NVIDIA / NeMo

A scalable generative AI framework built for researchers and developers working on Large Language Models, Multimodal, and Speech AI (Automatic Speech Recognition and Text-to-Speech)
https://docs.nvidia.com/nemo-framework/user-guide/latest/overview.html
Apache License 2.0
11.64k stars 2.44k forks source link

Out of RAM using 24.07 container #10192

Open aimarz opened 1 month ago

aimarz commented 1 month ago

I have tried training Llama 2, Llama 3.1 and Mistral models using the new 24.07 container but the process errors out after 200 or 300 steps. It always happens when a checkpoint is being created. I have ensured to set cpu_offloading: false and use_cpu_initialization: false.

The training works well when using the 24.05 version and the exact same configuration. So I don't understand why this is happening. I would appreciate some help on this matter.

These are the system specifications (I use 8 nodes for training):

And this is the error I get in SLURM:

srun: error: as01r3b17: task 3: Out Of Memory srun: Terminating StepId=4777403.0 slurmstepd: error: STEP 4777403.0 ON as01r3b17 CANCELLED AT 2024-08-16T19:36:54 slurmstepd: error: Detected 1 oom_kill event in StepId=4777403.0. Some of the step tasks have been OOM Killed. /usr/lib/python3.10/multiprocessing/resource_tracker.py:224: UserWarning: resource_tracker: There appear to be 23 leaked semaphore objects to clean up at shutdown warnings.warn('resource_tracker: There appear to be %d ' /usr/lib/python3.10/multiprocessing/resource_tracker.py:224: UserWarning: resource_tracker: There appear to be 23 leaked semaphore objects to clean up at shutdown warnings.warn('resource_tracker: There appear to be %d ' slurmstepd: error: Detected 1 oom_kill event in StepId=4777403.0. Some of the step tasks have been OOM Killed.

mikolajblaz commented 1 month ago

@aimarz can you post a reproducer and the whole log?

dchichkov commented 1 month ago

Yes, this seems similar to what I've observed on 15B / 24.07. I've noticed that locally, a 15B/TP4 checkpointing (checkpoint size is 205GB) reserves 70GB of process memory and 290GB of CPU/buffered disk IO memory (360GB total). And when the run continues, sometimes I see OOM/sigkill.

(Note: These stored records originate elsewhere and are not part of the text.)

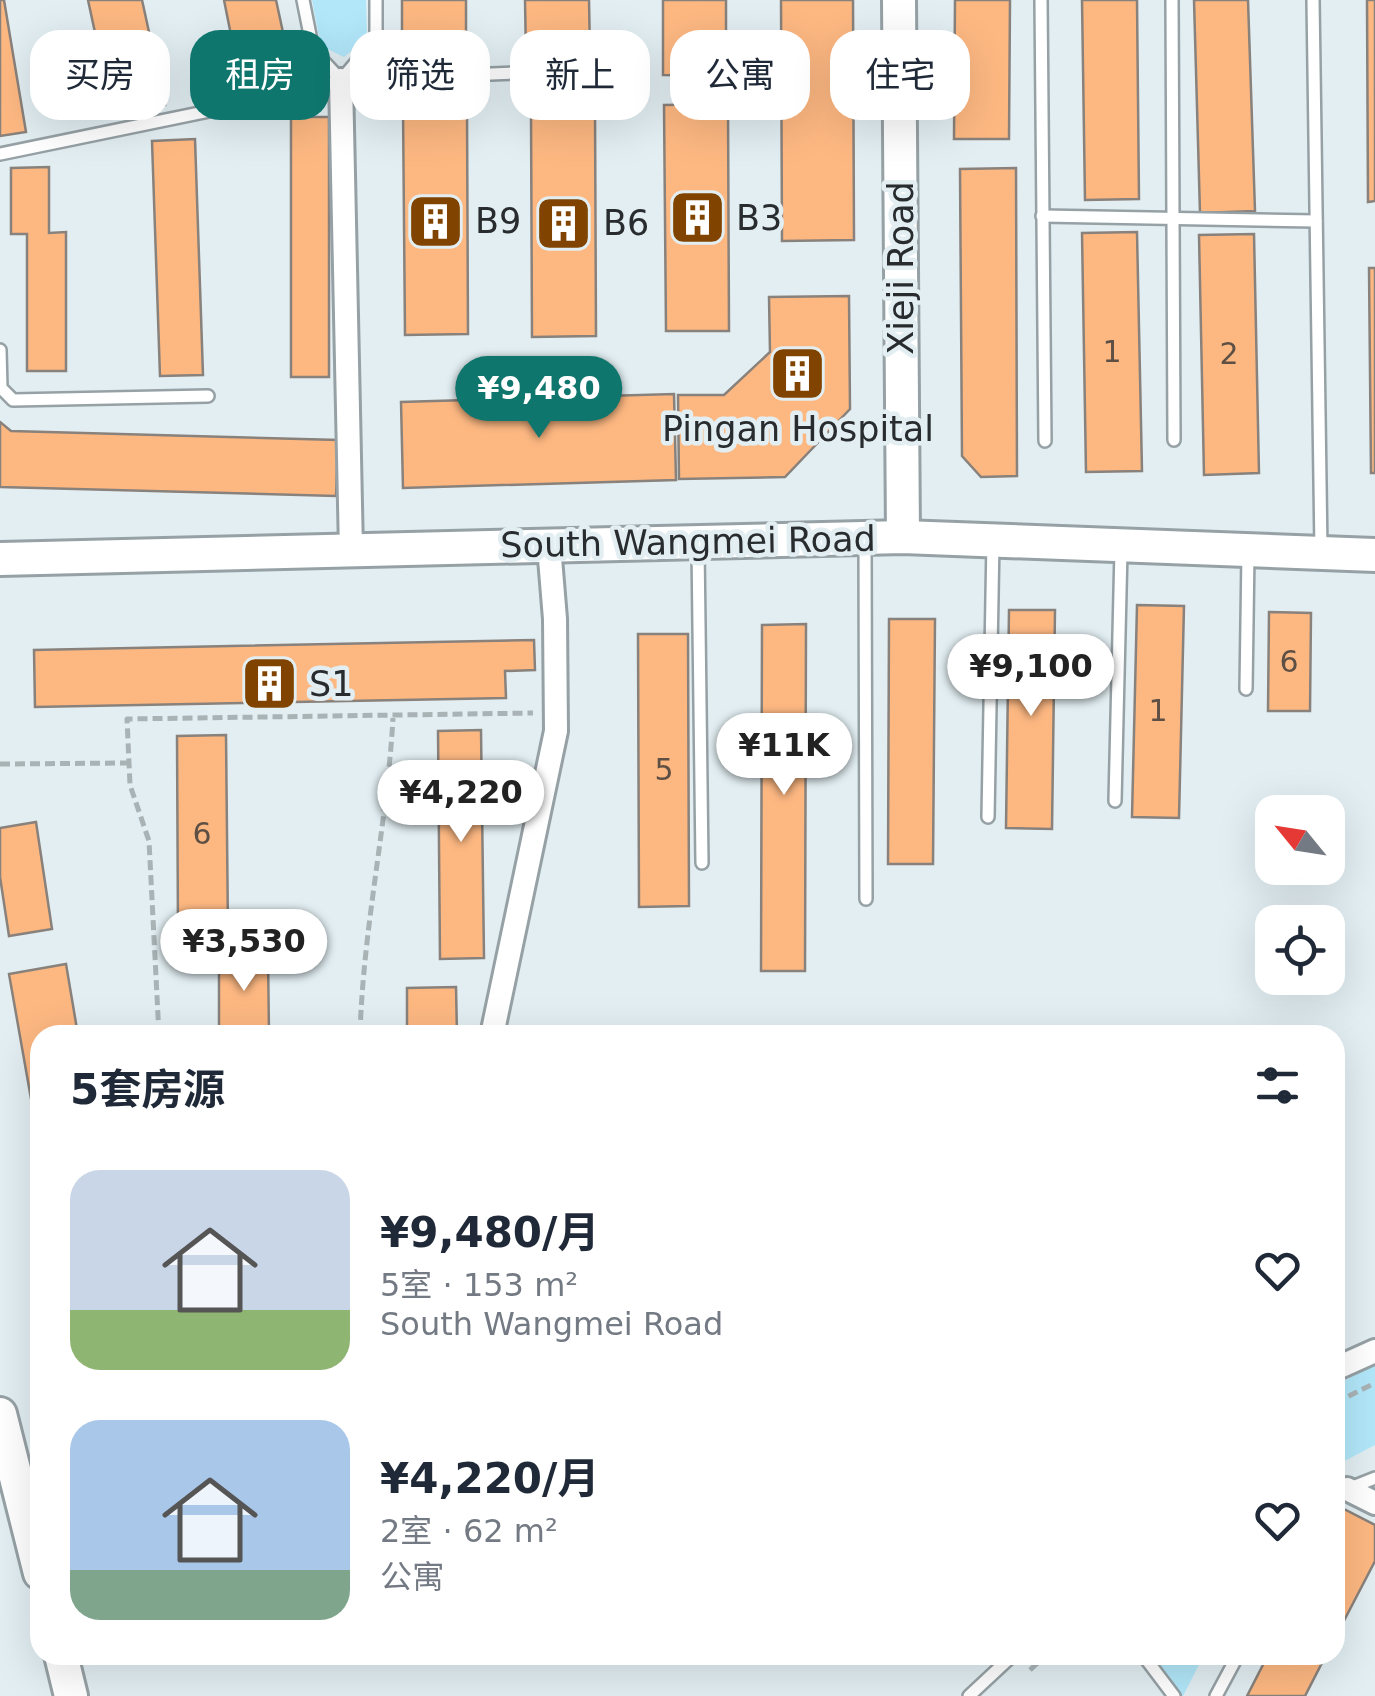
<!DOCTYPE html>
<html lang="zh">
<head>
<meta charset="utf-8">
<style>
	body { margin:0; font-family:"DejaVu Sans","Noto Sans SC",sans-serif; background:#f6f6f7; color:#1f2937; height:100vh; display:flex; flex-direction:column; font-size:38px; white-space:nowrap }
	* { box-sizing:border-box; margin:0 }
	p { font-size:32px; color:#747a83 }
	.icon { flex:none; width:55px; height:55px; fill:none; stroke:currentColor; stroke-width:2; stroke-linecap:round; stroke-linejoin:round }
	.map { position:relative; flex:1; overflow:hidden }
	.side { position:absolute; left:30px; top:1025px; width:1315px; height:640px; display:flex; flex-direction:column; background:#fff; border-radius:30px; box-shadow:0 10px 40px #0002 }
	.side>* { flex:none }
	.banner { position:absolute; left:30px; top:30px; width:1315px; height:90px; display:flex; gap:20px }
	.needle { width:65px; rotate:300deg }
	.controls { position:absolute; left:1255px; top:795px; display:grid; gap:20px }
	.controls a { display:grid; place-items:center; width:90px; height:90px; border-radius:20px; background:#fff; box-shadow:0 10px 40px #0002; font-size:50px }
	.price { position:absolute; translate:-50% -85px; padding:0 22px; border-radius:35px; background:#fff; color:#222; font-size:32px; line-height:65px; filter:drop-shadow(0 2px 5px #0008) }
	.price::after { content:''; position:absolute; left:50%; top:60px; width:30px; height:22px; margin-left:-15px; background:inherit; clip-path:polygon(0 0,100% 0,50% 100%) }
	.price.current { background:#0f766e; color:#fff }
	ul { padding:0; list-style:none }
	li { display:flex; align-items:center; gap:30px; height:250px; padding:0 40px }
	li span { display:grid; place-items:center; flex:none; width:280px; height:200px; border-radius:30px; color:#555 }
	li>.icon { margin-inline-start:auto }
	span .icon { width:120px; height:120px; fill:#fffc; stroke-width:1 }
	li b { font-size:42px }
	h2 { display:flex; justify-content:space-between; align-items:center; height:120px; padding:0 40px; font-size:42px }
	.tag { padding:0 35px; border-radius:30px; background:#fff; box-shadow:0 10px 40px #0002; font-size:35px; line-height:90px }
	.tag.current { background:#0f766e; color:#fff }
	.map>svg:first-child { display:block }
	.green { fill:#b1e7f9 }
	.building { fill:#fdb882; stroke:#89817b; stroke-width:2.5 }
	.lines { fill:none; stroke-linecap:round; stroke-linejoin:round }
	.lane-casing { stroke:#96a1a5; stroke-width:16 }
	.street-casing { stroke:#96a1a5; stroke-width:28 }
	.secondary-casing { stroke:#96a1a5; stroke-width:38 }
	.path { stroke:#a9b3b6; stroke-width:5; stroke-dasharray:10 5; stroke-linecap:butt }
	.lane { stroke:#fff; stroke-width:11 }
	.street { stroke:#fff; stroke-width:22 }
	.secondary { stroke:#fff; stroke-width:32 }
	.labels { text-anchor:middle; stroke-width:9; stroke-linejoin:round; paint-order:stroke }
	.number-label { font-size:30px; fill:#5d4f43 }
	.poi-label { font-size:35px; fill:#282c2e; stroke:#e2eef2; text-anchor:start }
	.street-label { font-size:35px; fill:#282c2e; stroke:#e2eef2 }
</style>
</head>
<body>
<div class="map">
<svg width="1375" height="1696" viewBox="0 0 1375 1696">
	<rect width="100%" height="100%" fill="#e2eef2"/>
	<!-- green -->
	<g class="green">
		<path d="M312,0h54l1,38 -23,19 -23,-11z"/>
		<path d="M1375,1364v81l-40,21v-80z"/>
		<path d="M1154,1655h50l-21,41h-2z"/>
	</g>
	<!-- building -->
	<g class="building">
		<path d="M0,0h4l22,132 -26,4z"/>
		<path d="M88,0h54l23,105 -52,11z"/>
		<path d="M224,0h52l16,74 -51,11z"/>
		<rect x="402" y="0" width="64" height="52"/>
		<path d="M525,0h64l1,54 -64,1z"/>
		<path d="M663,0h63v76l-63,-1z"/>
		<path d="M781,0h72l1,240 -72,1z"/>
		<path d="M955,0h55l-1,139h-55z"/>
		<path d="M1082,0h55l2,199 -54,1z"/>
		<path d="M1194,0h54l7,211 -55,2z"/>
		<path d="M1367,0h8v201l-7,1z"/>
		<path d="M728,104l1,227h-63l-2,-226z"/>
		<path d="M403,108h64l1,226 -63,1z"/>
		<path d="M595,109l1,227 -64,1 -1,-227z"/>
		<rect x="291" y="117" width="38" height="260"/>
		<path d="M195,139l8,236 -43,1 -8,-235z"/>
		<path d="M49,167v66l17,-1v139h-39v-137h-16v-66z"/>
		<path d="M1016,168l1,308 -36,1 -19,-21 -2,-287z"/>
		<path d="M1137,232l5,239 -56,1 -4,-239z"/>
		<path d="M1254,234l5,239 -55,2 -5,-240z"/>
		<path d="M1369,268h6v205h-4z"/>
		<path d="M849,296l1,113 -65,68 -106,2 -1,-84h46l46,-43 -1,-55z"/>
		<path d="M674,394l2,86 -273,8 -2,-86z"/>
		<path d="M0,422l11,9 327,9 -2,56 -336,-9z"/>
		<path d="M1137,605l47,1 -5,212 -47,-1z"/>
		<path d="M1009,610h46l-3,219 -46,-1z"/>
		<path d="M1269,612l42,1 -1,98h-42z"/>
		<path d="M889,619h46l-2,245h-45z"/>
		<path d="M806,624l-1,347h-44l1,-346z"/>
		<path d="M638,634h50l1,272 -50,1z"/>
		<path d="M534,640l1,30 -30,1 1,27 -471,9 -1,-57z"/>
		<path d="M481,730l3,228 -44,1 -2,-228z"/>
		<path d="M226,735l2,197 -50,1 -1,-197z"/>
		<path d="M36,822l16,107 -43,7 -9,-59v-49z"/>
		<path d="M268,953l1,82h-50v-81z"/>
		<path d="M66,964l12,71h-38l-1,109 -30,-170z"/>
		<path d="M456,987l1,48h-50v-47z"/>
		<path d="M1344,1509l31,16v36l-40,77v-111z"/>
		<path d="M1268,1655h58l-21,41h-58z"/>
	</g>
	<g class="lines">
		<defs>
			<g id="lane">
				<path d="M303,0l10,50 28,30 35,-41v-39"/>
				<path d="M1041,0l4,441"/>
				<path d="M1172,0l2,440"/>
				<path d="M1313,0l8,551"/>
				<path d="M0,154l306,-63 35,-11 274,-11"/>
				<path d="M1042,216l274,5"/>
				<path d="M0,350l1,38 12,12 195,-4"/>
				<path d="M865,543l1,356"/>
				<path d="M698,547l4,316"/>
				<path d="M1246,689l2,-136"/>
				<path d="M1115,801l6,-251"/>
				<path d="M988,817l5,-276"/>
				<path d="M1335,1494l40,-16"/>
				<path d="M1143,1655l31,41"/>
				<path d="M969,1696l44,-41"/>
				<path d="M1216,1696l22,-41"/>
			</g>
			<g id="street">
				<path d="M341,80l10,471"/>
				<path d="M492,1035l64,-304 -1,-112 -6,-73"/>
				<path d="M1335,1369l40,-18"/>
				<path d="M1347,1489l28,14"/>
			</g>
			<g id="secondary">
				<path d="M899,0l4,537"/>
				<path d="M0,559l903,-22 472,18"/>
				<path d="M0,1414l40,159"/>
				<path d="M61,1655l10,41"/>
			</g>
		</defs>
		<!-- lane casing -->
		<use href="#lane" class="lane-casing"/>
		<!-- street casing -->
		<use href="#street" class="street-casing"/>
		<!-- secondary casing -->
		<use href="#secondary" class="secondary-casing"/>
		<!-- path -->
		<g class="path">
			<path d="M0,764l129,-1"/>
			<path d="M159,1035l-10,-194 -19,-56 -3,-66 406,-6"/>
			<path d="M360,1035c3,-107 27,-210 33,-317"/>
			<path d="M1335,1403l40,-20"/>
			<path d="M1030,1670l16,-15"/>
		</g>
		<!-- lane -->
		<use href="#lane" class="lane"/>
		<!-- street -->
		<use href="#street" class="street"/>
		<!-- secondary -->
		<use href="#secondary" class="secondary"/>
	</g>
	<!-- icons -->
	<defs>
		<symbol id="building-square" viewBox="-11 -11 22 22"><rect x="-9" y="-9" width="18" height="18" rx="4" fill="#804400" stroke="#e2eef2"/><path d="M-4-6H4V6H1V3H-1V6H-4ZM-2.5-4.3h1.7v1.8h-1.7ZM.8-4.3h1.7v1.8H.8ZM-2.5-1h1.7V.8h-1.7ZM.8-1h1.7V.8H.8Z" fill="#fff"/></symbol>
	</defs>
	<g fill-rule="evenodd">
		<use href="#building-square" x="666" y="186" width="63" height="63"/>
		<use href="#building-square" x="404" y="190" width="63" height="63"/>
		<use href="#building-square" x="532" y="192" width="63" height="63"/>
		<use href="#building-square" x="766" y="342" width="63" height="63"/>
		<use href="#building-square" x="238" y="652" width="63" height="63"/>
	</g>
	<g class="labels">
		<!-- number labels -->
		<g class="number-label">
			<text x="1112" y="362">1</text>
			<text x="1229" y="364">2</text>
			<text x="1289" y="672">6</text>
			<text x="1158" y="721">1</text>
			<text x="664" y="780">5</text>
			<text x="202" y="844">6</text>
		</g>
		<!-- poi labels -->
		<g class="poi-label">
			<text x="736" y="230">B3</text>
			<text x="475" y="233">B9</text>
			<text x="603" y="235">B6</text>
			<text x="798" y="441" text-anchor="middle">Pingan Hospital</text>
			<text x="309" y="696">S1</text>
		</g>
		<!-- street labels -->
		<g class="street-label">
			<text transform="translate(901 268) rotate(-90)" y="12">Xieji Road</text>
			<text transform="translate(688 542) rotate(-1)" y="12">South Wangmei Road</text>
		</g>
	</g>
</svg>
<div class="controls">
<a><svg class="needle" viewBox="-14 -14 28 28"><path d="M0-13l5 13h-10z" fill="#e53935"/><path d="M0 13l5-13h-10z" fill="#747a83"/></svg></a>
<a><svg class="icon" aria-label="locate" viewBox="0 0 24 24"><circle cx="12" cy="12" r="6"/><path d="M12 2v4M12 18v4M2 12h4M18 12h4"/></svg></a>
</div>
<b class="price current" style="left:539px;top:441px">¥9,480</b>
<b class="price" style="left:1031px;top:719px">¥9,100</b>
<b class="price" style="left:784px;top:798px">¥11K</b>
<b class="price" style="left:461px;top:845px">¥4,220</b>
<b class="price" style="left:244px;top:994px">¥3,530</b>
<div class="banner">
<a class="tag">买房</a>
<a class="tag current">租房</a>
<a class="tag">筛选</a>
<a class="tag">新上</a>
<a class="tag">公寓</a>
<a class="tag">住宅</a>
</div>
<section class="side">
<h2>5套房源<svg class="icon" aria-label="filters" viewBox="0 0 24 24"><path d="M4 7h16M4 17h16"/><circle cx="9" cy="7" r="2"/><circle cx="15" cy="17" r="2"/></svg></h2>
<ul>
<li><span style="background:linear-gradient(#c9d6e8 70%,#8fb573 0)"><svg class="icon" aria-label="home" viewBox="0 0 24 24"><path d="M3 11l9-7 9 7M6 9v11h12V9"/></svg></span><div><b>¥9,480/月</b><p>5室 · 153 m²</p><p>South Wangmei Road</p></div><svg class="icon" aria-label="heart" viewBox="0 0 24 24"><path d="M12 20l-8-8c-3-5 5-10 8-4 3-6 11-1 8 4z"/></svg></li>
<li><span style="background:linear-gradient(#a9c7e8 75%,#7fa58c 0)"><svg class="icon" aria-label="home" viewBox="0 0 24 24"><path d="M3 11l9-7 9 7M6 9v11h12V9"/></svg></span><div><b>¥4,220/月</b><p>2室 · 62 m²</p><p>公寓</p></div><svg class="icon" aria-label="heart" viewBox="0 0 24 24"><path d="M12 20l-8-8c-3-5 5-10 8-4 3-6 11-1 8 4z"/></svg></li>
</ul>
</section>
</div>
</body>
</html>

After running (outside docker) most of that memory gets released: free && sync && echo 3 > /proc/sys/vm/drop_caches && free

aimarz commented 1 month ago

In my case it happens even when TP_size=1 and PP_size=1, that is, using only DP.

@mikolajblaz here I attach the full logs as well as the configuration file used in the experiment (llama 2 7B continual pretraining using NeMo/examples/nlp/language_modeling/megatron_gpt_pretraining.py).

issue_config.yaml.txt issue_log_ERR.txt issue_log_OUT.txt

dchichkov commented 1 month ago

So far, no more OOMs/sigkill, when free memory target is set to 64GB. But I was only seeing the crash sporadically.

sysctl -w vm.min_free_kbytes=$((64 * 1024 * 1024))

evellasques commented 3 weeks ago

Hello, I'm facing a similar issue. @dchichkov would you mind sharing the output of:

scontrol show node <node-name> | grep CfgTRES

In our case it's:

CfgTRES=cpu=192,mem=1000000M,billing=192,gres/gpu=8

However when I check the amount of memory available on that node, it's 1056270564 kB:

cat /proc/meminfo | grep MemTotal

is showing:

MemTotal:       1056270564 kB 

I suspect this could be simply a mismatch between what's configured in Slurm and the total amount of memory on the node. And that by setting free memory target to 64GB you simply force the OS to keep the allocated memory below what's configured in Slurm.

I'm also using 2407 NeMo image.

After setting target memory to 64GB it also solved the problem for me.